Retrouver les trois épisodes de l’excellente série Strikers 1945 sur une console mobile est un véritable délice, même plus de vingt ans après leur parution initiale. Découvrir (ou redécouvrir) les deux excellents Zero Gunner 2 et Dragon Blaze ne peut qu’enchanter les amoureux du genre Shoot’em’up. Quant à Sol Divide : Sword of Darkness, difficile de comprendre pourquoi c’est ce jeu plutôt qu’un autre qui a pris la sixième place dans cette compilation, mais il demeure pour autant une expérience sympathique.

Par ailleurs, comme tout portage de l’arcade vers une console, les options intègrent la possibilité de grossir son nombre de vies, afin de profiter au mieux de ces titres, sans devoir recommencer sans cesse de zéro. En sus, la présence d’un multijoueur est un gros plus.
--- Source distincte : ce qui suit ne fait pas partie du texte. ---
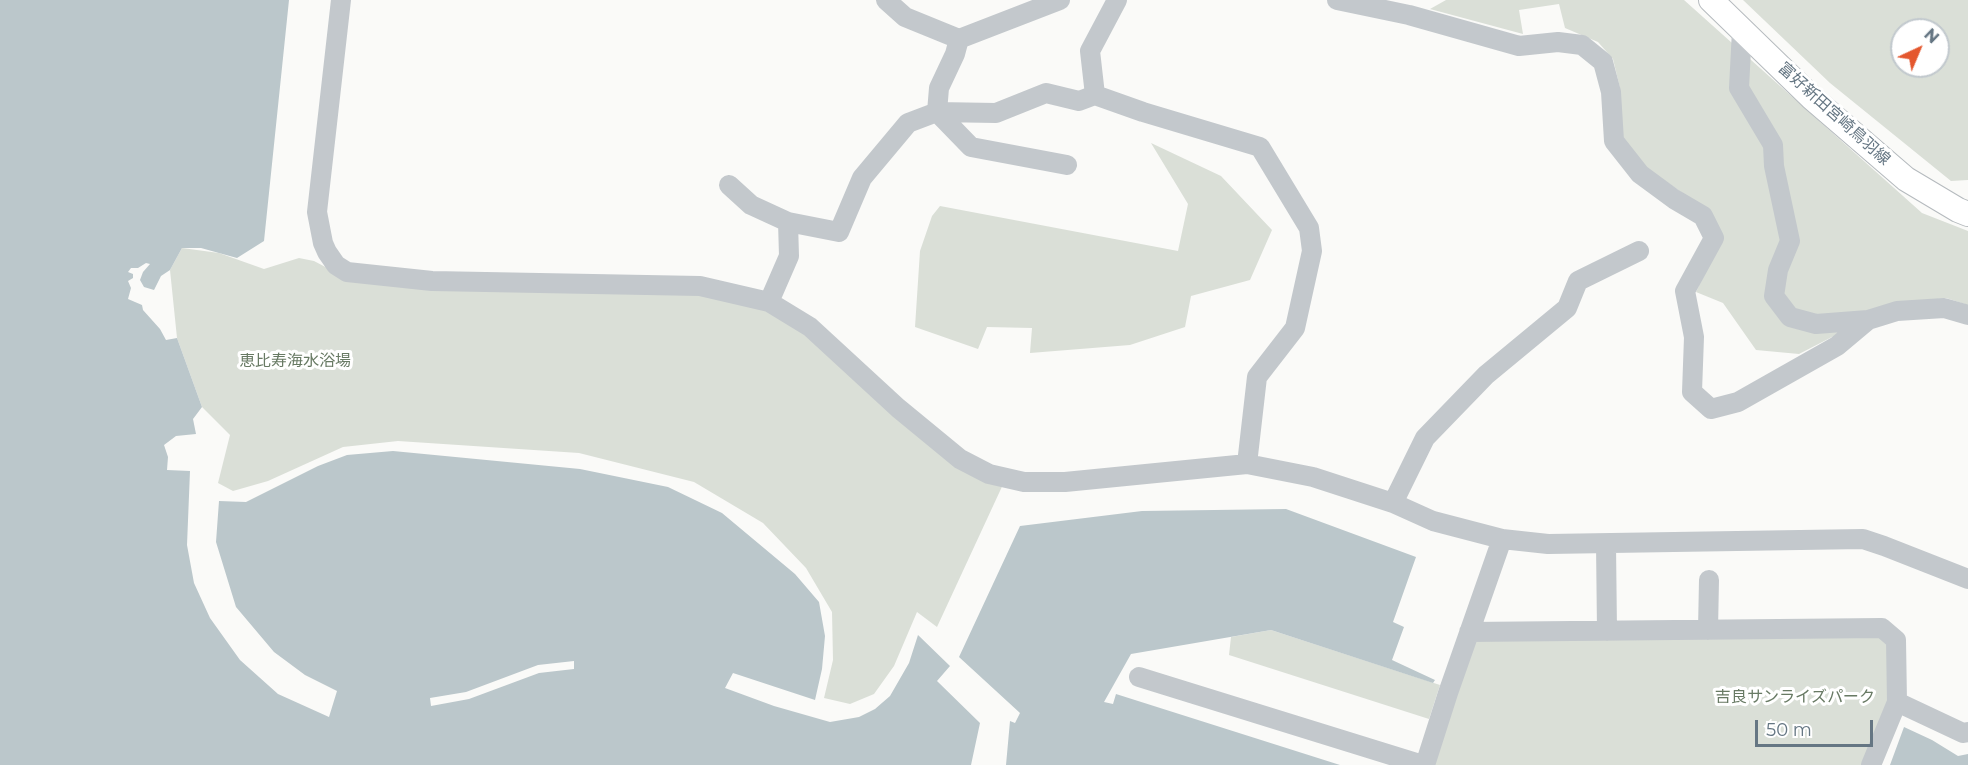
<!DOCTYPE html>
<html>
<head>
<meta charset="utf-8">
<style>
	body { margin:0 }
	#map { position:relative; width:1968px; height:765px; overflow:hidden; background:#fafaf8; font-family:Montserrat,sans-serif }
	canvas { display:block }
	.north { position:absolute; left:1890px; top:18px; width:60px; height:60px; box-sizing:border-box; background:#fff; border:2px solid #c1c8cd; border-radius:50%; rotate:44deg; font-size:16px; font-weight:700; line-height:24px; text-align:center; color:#657683 }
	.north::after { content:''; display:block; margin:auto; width:21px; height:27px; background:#e4572e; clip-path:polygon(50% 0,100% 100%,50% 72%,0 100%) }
	.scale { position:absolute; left:1755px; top:720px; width:118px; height:27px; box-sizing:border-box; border:3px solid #657683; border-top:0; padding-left:8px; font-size:18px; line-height:21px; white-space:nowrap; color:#657683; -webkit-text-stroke:4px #fff; paint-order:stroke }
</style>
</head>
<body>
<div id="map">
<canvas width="1968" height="765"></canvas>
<div class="north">N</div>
<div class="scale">50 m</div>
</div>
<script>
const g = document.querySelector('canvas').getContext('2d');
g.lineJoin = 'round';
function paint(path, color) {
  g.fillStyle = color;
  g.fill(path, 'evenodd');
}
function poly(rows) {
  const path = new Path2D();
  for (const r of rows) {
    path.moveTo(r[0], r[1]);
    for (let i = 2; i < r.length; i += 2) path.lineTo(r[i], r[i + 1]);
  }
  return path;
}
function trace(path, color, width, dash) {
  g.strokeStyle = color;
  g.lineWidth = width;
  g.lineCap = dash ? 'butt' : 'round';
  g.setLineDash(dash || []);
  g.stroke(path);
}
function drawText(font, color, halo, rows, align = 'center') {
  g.font = font + ' Montserrat,"Noto Sans JP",sans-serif';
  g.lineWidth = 6;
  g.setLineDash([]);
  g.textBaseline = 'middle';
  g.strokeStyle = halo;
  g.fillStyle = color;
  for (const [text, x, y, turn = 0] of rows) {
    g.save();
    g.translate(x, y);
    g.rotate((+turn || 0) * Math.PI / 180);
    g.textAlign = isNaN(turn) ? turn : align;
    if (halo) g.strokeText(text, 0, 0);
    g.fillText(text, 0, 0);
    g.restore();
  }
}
paint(poly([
	[1446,0,1684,0,1922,213,1968,231,1968,305,1946,298,1896,304,1799,354,1756,350,1723,303,1696,292,1722,238,1706,209,1646,168,1620,136,1620,88,1613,59,1598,42,1565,28,1559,4,1519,10,1523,34,1430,9],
	[1743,0,1968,0,1968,180,1951,181,1830,83],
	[1902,30,1938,30,1938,66,1902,66],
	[1151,143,1221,176,1272,230,1250,280,1191,296,1185,327,1130,345,1030,353,1032,328,987,327,978,349,915,327,920,251,932,216,940,206,1178,251,1188,204],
	[182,248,219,253,264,269,299,258,314,261,333,271,700,286,769,302,898,408,1006,478,937,627,917,612,894,666,874,694,850,704,824,698,833,660,832,612,806,568,763,523,694,482,579,453,398,441,343,447,268,481,233,491,218,483,230,435,202,407,177,338,170,270],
	[1271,630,1440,685,1429,719,1229,655,1231,637],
	[1469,632,1889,633,1897,702,1871,765,1425,765]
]), '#dadfd7');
paint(poly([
	[0,0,289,0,264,241,237,258,201,248,182,248,170,270,161,276,154,290,144,287,140,280,143,272,150,264,146,263,138,268,131,268,128,272,133,274,133,278,128,281,131,288,128,299,142,305,143,310,160,329,166,340,177,338,202,407,193,419,196,434,176,436,164,445,168,457,167,470,190,471,187,545,194,583,210,618,240,660,278,694,329,717,337,691,305,675,274,652,236,607,216,542,219,501,246,502,318,466,347,455,393,451,580,469,668,487,722,513,795,574,819,602,825,636,822,669,815,700,733,673,725,688,774,706,830,722,859,717,875,709,890,696,909,663,918,635,950,666,937,681,980,723,971,765,0,765],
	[1286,509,1416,557,1393,622,1404,627,1392,660,1435,680,1433,683,1271,630,1131,654,1104,702,1113,704,1116,694,1340,765,1006,765,1010,721,1015,723,1020,713,959,657,1020,526,1142,511],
	[1904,727,1932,740,1958,756,1968,754,1968,765,1890,765]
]), '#bbc7cb');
paint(poly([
	[574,661,574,669,539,673,469,699,431,706,430,698,466,692,538,665]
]), '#fafaf8');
const major = poly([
	[1711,0,1812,98,1906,179,1958,210,1968,214]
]);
trace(major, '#b5babe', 26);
trace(poly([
	[341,0,317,212,323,243,327,252,336,265,347,272,432,281,700,286,769,302,810,327,898,408,960,459,989,474,1024,482,1065,482,1247,464,1313,477,1393,503,1433,521,1502,539,1548,544,1863,539,1884,546,1968,579],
	[886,0,905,17,959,39,1060,0],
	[1337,0,1409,15,1519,46,1558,42,1582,45,1603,62,1611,92,1614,141,1640,174,1674,199,1703,216,1714,238,1685,291,1694,337,1692,392,1711,409,1738,402,1837,346,1868,320,1897,311,1944,308,1968,315],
	[1742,30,1739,88,1773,145,1774,166,1790,241,1778,270,1774,296,1790,317,1816,324,1868,320],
	[959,39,955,54,939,88,937,112,971,147,1067,165],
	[1095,95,1090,51,1117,0],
	[729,185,751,205,788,222,839,232,862,178,908,123,937,112,996,113,1046,93,1079,101,1095,95,1143,112,1260,147,1309,228,1312,251,1295,328,1257,377,1247,464],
	[769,302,789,256,788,222],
	[1393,503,1425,438,1486,375,1567,308,1578,281,1639,251],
	[1606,544,1607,631],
	[1708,630,1709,580],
	[1469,632,1882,628,1896,640,1897,702,1871,765],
	[1139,677,1423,765],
	[1897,702,1963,733,1968,732],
	[1425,765,1448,693,1502,539]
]), '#c3c8cc', 20);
trace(major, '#fff', 24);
drawText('16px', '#657683', '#fff', [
	["富好新田宮崎鳥羽線",1834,114,42]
]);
drawText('16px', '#687a64', '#fff', [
	["恵比寿海水浴場",295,361],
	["吉良サンライズパーク",1795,697]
]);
</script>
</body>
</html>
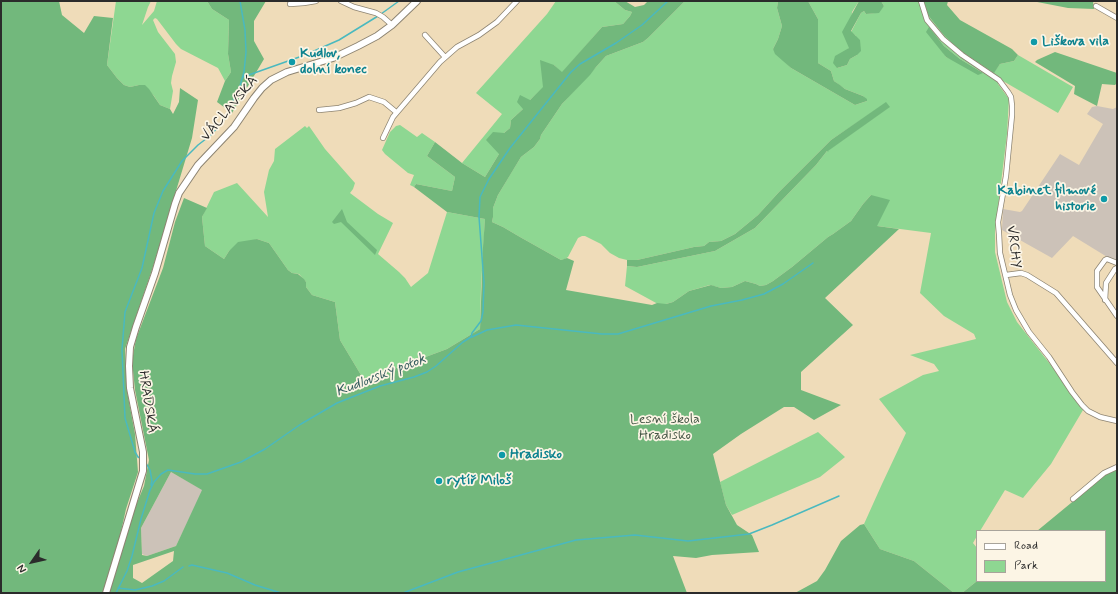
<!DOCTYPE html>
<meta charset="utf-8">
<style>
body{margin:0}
#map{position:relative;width:1118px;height:594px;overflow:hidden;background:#efdcb9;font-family:Mynerve,sans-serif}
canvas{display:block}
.frame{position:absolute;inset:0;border:2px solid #2b2b2b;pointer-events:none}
.legend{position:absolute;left:976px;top:530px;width:130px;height:52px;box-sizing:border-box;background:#fcf5e5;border:1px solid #a8a49b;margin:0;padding:5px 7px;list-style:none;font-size:12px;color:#2b2b2b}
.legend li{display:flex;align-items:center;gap:8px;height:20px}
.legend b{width:20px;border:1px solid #a8a49b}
.north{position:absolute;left:12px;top:542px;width:40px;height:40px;-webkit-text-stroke:3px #fcf5e5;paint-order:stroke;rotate:236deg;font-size:11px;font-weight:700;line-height:16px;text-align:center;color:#2b2b2b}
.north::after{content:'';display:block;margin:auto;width:14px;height:18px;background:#2b2b2b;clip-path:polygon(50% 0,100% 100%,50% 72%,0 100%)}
</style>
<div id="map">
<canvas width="1118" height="594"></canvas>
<div class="frame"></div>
<ul class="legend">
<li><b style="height:5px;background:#fff"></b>Road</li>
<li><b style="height:11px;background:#8ed792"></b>Park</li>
</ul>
<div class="north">N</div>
</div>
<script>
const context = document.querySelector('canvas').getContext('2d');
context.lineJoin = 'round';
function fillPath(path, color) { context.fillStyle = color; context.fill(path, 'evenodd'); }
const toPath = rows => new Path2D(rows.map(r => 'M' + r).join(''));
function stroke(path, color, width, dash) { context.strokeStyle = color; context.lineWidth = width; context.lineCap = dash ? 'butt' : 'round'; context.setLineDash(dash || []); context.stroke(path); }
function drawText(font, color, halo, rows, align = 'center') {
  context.font = font + ' Mynerve,sans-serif'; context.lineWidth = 3.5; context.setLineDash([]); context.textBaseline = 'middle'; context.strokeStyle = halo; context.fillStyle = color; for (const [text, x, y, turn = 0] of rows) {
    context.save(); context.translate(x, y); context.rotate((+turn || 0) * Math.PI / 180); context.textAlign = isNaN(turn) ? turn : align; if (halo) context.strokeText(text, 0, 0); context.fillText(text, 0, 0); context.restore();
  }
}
const industrial = toPath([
 [1097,106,1113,109,1117,107,1117,263,1073,236,1052,258,1002,230,1003,209,1020,212,1022,211,1060,154,1079,165,1103,124,1087,114,1092,107],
 [171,472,203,490,176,546,147,556,142,554,141,528]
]);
const green = toPath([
 [116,1,151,1,148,7,142,25,154,11,157,1,207,1,212,9,229,20,228,54,231,72,225,81,218,68,181,49,176,44,157,19,155,18,153,20,158,32,175,54,176,62,172,76,171,83,173,91,170,109,160,105,154,96,145,86,139,85,130,87,124,85,117,78,107,65],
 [556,1,614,1,625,10,632,12,630,16,623,24,602,27,562,73,554,65,544,87,530,100,523,109,511,120,510,128,504,133,499,154,485,177,462,163,502,114,476,93,547,14],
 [685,1,778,1,777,8,782,26,778,39,773,49,791,68,855,105,867,101,863,96,845,89,834,81,831,71,818,63,818,19,808,1,859,1,852,12,849,48,837,68,847,65,850,59,857,55,856,36,851,32,861,13,864,11,866,14,875,13,884,6,881,1,917,1,942,33,994,72,1000,64,1014,61,1018,55,1073,87,1058,113,1003,81,998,84,1009,99,1007,134,995,232,995,252,1007,302,1017,322,1050,364,1083,410,1051,464,1023,498,1005,490,980,531,977,531,977,536,973,543,977,548,977,581,962,593,954,593,914,561,880,549,864,524,882,484,906,433,879,399,923,375,939,371,934,364,910,355,976,339,974,334,944,316,920,293,931,233,877,226,871,195,863,204,851,221,833,234,828,237,792,267,773,281,766,285,760,286,756,284,745,281,732,287,721,288,710,285,689,291,673,302,666,304,658,304,625,286,627,266,637,267,715,251,755,228,816,165,827,151,889,107,886,103,831,140,779,192,758,215,735,234,721,241,709,242,704,246,694,247,637,260,627,260,619,258,610,253,601,244,585,236,582,236,578,238,568,257,565,259,561,260,520,237,503,227,492,222,493,217,493,208,498,195,513,170,521,157,534,147,540,139,541,135,562,104,606,56,643,42,648,38],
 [929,28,944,46,960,59,983,73,946,57],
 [400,125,417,137,422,133,435,142,427,156,455,177,452,191,416,184,414,187,410,185,414,175,408,173,385,154,382,150,390,132,396,126],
 [305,126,307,128,309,126,325,149,355,183,353,189,350,193,378,214,393,223,378,254,399,272,405,278,411,287,428,273,447,212,485,219,481,287,480,329,447,349,364,380,340,340,335,302,312,295,306,287,306,282,299,274,292,273,288,270,269,243,257,239,229,251,224,259,205,246,202,217,214,192,237,183,268,217,264,192,269,170,274,161,275,149],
 [818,432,845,457,820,477,732,515,726,505,720,482]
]);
const forest = toPath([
 [1,1,59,1,62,15,84,33,94,16,113,18,107,65,117,78,124,85,130,87,139,85,145,85,149,89,160,105,170,109,173,114,179,102,180,88,198,100,192,138,153,267,125,349,127,391,135,434,138,472,126,509,116,554,104,593,1,593],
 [207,1,266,1,254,21,254,41,264,59,232,113,217,102,225,81,231,72,228,54,229,20,212,9],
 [614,1,625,1,635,7,644,5,648,1,685,1,648,38,643,42,606,56,596,67,590,75,562,104,541,135,540,139,534,147,521,157,498,195,493,208,493,217,492,222,503,227,520,237,561,260,567,258,574,261,566,290,652,305,657,303,666,304,673,302,689,291,711,285,721,288,732,287,745,281,756,284,760,286,766,285,773,281,792,267,828,237,833,234,851,221,863,204,871,195,890,200,877,226,899,229,825,298,853,325,801,372,801,390,841,405,814,420,794,407,784,407,741,434,713,454,726,505,737,525,752,535,759,552,712,555,696,558,673,556,687,593,108,593,134,510,144,486,149,460,135,390,132,361,136,339,163,268,175,222,184,198,207,208,202,217,205,246,224,259,229,251,238,242,257,239,269,243,288,270,292,273,298,274,304,279,306,282,306,287,312,295,335,302,340,340,364,380,447,349,480,329,483,247,485,219,447,212,414,187,416,184,452,191,455,177,427,156,435,142,462,163,485,177,499,154,486,140,493,132,504,133,510,128,511,120,523,109,517,102,520,95,530,100,543,87,540,60,554,65,562,72,602,27,623,24,630,16,632,12,625,10],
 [171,472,202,490,176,546,147,556,142,555,141,528],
 [174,551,173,561,142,583,133,578,133,565],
 [778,1,808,1,818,19,818,63,831,71,834,81,840,85,845,89,863,96,867,99,867,101,855,105,791,68,775,54,773,49,778,39,782,26,777,8],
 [859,1,881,1,884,6,879,13,866,14,864,11,861,13,851,31,860,40,861,51,857,55,850,59,847,65,837,68,833,63,835,56,849,48,842,32],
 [917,1,948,1,947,5,960,20,1012,49,1018,55,1014,61,1000,64,994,73,958,49,942,33],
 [1032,1,1093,1,1094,9,1068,8],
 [929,27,944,46,960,59,983,73,978,75,946,57,926,32],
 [1055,52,1117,73,1117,83,1115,85,1102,84,1097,106,1074,94,1075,86,1035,62,1037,60],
 [886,102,890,107,828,151,829,152,827,151,816,165,755,228,715,251,637,267,627,266,627,260,637,260,694,247,704,246,709,242,721,241,735,234,758,215,779,192,831,140],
 [342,209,347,222,377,250,375,255,341,222,334,224,332,222],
 [1117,469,1117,593,962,593,977,581,1105,581,1105,531,1037,531,1105,475],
 [864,524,880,549,914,561,954,593,795,593,817,581,825,570,841,541,860,525]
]);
const stream = toPath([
 [381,14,399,1],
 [243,77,305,55,339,40,378,16],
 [472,337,487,330,516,325,602,334,618,334,711,306,742,300,764,294,783,284,813,263],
 [140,458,138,457,135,452,125,418,122,350,125,312,142,268,154,213,163,191,182,161,198,145,211,135,224,120,240,86,244,72,246,52,245,30,240,1],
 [146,463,150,470,152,481,151,485],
 [189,566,192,565,227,573,255,585,281,593],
 [118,588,135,590,152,586,164,581,183,567],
 [116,593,127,571,132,556,141,519,150,490,154,482,161,474,168,470,195,474,207,474,241,462,265,449,301,424,337,403,380,386,414,377,427,372,436,366,463,342,471,337,472,333,481,321,483,312,484,283,479,217,480,197,489,179,510,148,571,72,580,64,616,43,642,25,668,1],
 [403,593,458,572,576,540,635,535,688,541,749,534,772,525,839,496]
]);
const minor = toPath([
 [341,1,354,7,376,13,383,17,392,25],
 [921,1,927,20,943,39,962,55,999,80,1008,92,1011,97,1012,106,1012,115,1006,176,998,222,999,234,1000,253,1010,295,1016,310,1029,332,1049,357,1072,392,1082,405,1088,411,1100,417,1117,421],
 [290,4,304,3,316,1],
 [1096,6,1117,18],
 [425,35,445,57],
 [319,110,339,108,356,103,369,97,384,102,396,112],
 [383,138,393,117,440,62,457,47,479,35,497,22,517,1],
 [1117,263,1107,259,1105,260,1097,271,1097,287,1117,316],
 [1006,275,1021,273,1027,275,1056,293,1117,363],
 [1105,300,1106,283,1115,269,1117,268],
 [1073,499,1104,473,1117,467]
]);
const tertiary = toPath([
 [106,593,143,471,143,452,130,388,129,366,130,347,136,327,155,273,175,204,179,193,198,165,234,127,254,98,262,88,271,80,287,72,333,58,358,46,377,36,392,25,417,1]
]);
const markers = [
 [1034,42,4,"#0f9aa8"],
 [292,62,4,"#0f9aa8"],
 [1104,199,4,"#0f9aa8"],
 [502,455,4,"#0f9aa8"],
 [439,481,4,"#0f9aa8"]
];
const cultureNames = [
 ["Liškova vila",1042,42],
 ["Kudlov,",300,54],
 ["dolní konec",300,70],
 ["Kabinet filmové",1096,191,"right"],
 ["historie",1096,207,"right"],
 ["Hradisko",510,455],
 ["rytíř Miloš",447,481]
];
const streetNames = [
 ["VÁCLAVSKÁ",230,109,-50],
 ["VRCHY",1013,247,83],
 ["HRADSKÁ",147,402,81]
];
const parkNames = [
 ["Lesní škola",665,420],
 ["Hradisko",665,436]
];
const waterNames = [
 ["Kudlovský potok",381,376,-21]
];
fillPath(industrial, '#ccc2b8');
fillPath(green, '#8ed792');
fillPath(forest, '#72b87c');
stroke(stream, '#4ab9bf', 1.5);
stroke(minor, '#8d8472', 6);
stroke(tertiary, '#8d8472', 8);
stroke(minor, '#fff', 4.5);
stroke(tertiary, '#fff', 6);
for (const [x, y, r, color] of markers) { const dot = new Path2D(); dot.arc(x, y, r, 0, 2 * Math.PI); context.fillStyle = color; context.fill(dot); stroke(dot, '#fcf5e5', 1.5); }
drawText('bold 14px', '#0d838f', '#fcf5e5', cultureNames, 'left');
drawText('14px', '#2b2b2b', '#fcf5e5', streetNames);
drawText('14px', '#445645', '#fcf5e5', parkNames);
drawText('italic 15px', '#365d5f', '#fcf5e5', waterNames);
</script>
Cela étant dit, Psikyo Shooting Stars Alpha n’est pas une excellente pioche, et il est difficile de comprendre son intérêt. Certes, les jeux sont bons, et ont tout à fait leur place dans le catalogue de la Nintendo Switch, aux cotés d’autres grands classiques de l’arcade. Néanmoins, le tarif pratiqué (39,99 euros on le rappelle) est objectivement excessif pour cette compilation qui ne regroupe que six petits jeux, ayant tous pris un coup de vieux de surcroît. D’autant qu’un certain Ikaruga, référence ultime dans le genre, est proposé sur l’eShop à seulement 14,99 euros, et vaut cent fois plus le coup ; idem pour Sine Mora, vendu quant à lui le double.

On ne saura donc que trop vous conseiller d’attendre une baisse significative de tarif avant de faire chauffer votre porte-monnaie, pour cette compilation qui demeure intéressante, à condition d’apprécier le Shoot old school.